What you are asked to do = Please print the records below exactly as they are written.

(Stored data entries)

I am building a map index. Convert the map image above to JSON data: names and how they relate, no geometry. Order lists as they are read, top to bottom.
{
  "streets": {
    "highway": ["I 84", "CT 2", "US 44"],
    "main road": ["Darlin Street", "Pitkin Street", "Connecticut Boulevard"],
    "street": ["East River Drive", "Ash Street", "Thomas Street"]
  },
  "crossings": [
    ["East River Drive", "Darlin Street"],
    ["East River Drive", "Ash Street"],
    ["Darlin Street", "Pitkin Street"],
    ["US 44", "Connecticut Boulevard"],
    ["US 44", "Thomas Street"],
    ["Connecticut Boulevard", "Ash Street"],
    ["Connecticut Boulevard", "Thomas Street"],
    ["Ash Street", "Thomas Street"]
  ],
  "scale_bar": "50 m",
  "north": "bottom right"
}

Answer to the exercise =
I am building a map index. Convert the map image above to JSON data: names and how they relate, no geometry. Order lists as they are read, top to bottom.
{
  "streets": {
    "highway": ["I 84", "CT 2", "US 44"],
    "main road": ["Darlin Street", "Pitkin Street", "Connecticut Boulevard"],
    "street": ["East River Drive", "Ash Street", "Thomas Street"]
  },
  "crossings": [
    ["East River Drive", "Darlin Street"],
    ["East River Drive", "Ash Street"],
    ["Darlin Street", "Pitkin Street"],
    ["US 44", "Connecticut Boulevard"],
    ["US 44", "Thomas Street"],
    ["Connecticut Boulevard", "Ash Street"],
    ["Connecticut Boulevard", "Thomas Street"],
    ["Ash Street", "Thomas Street"]
  ],
  "scale_bar": "50 m",
  "north": "bottom right"
}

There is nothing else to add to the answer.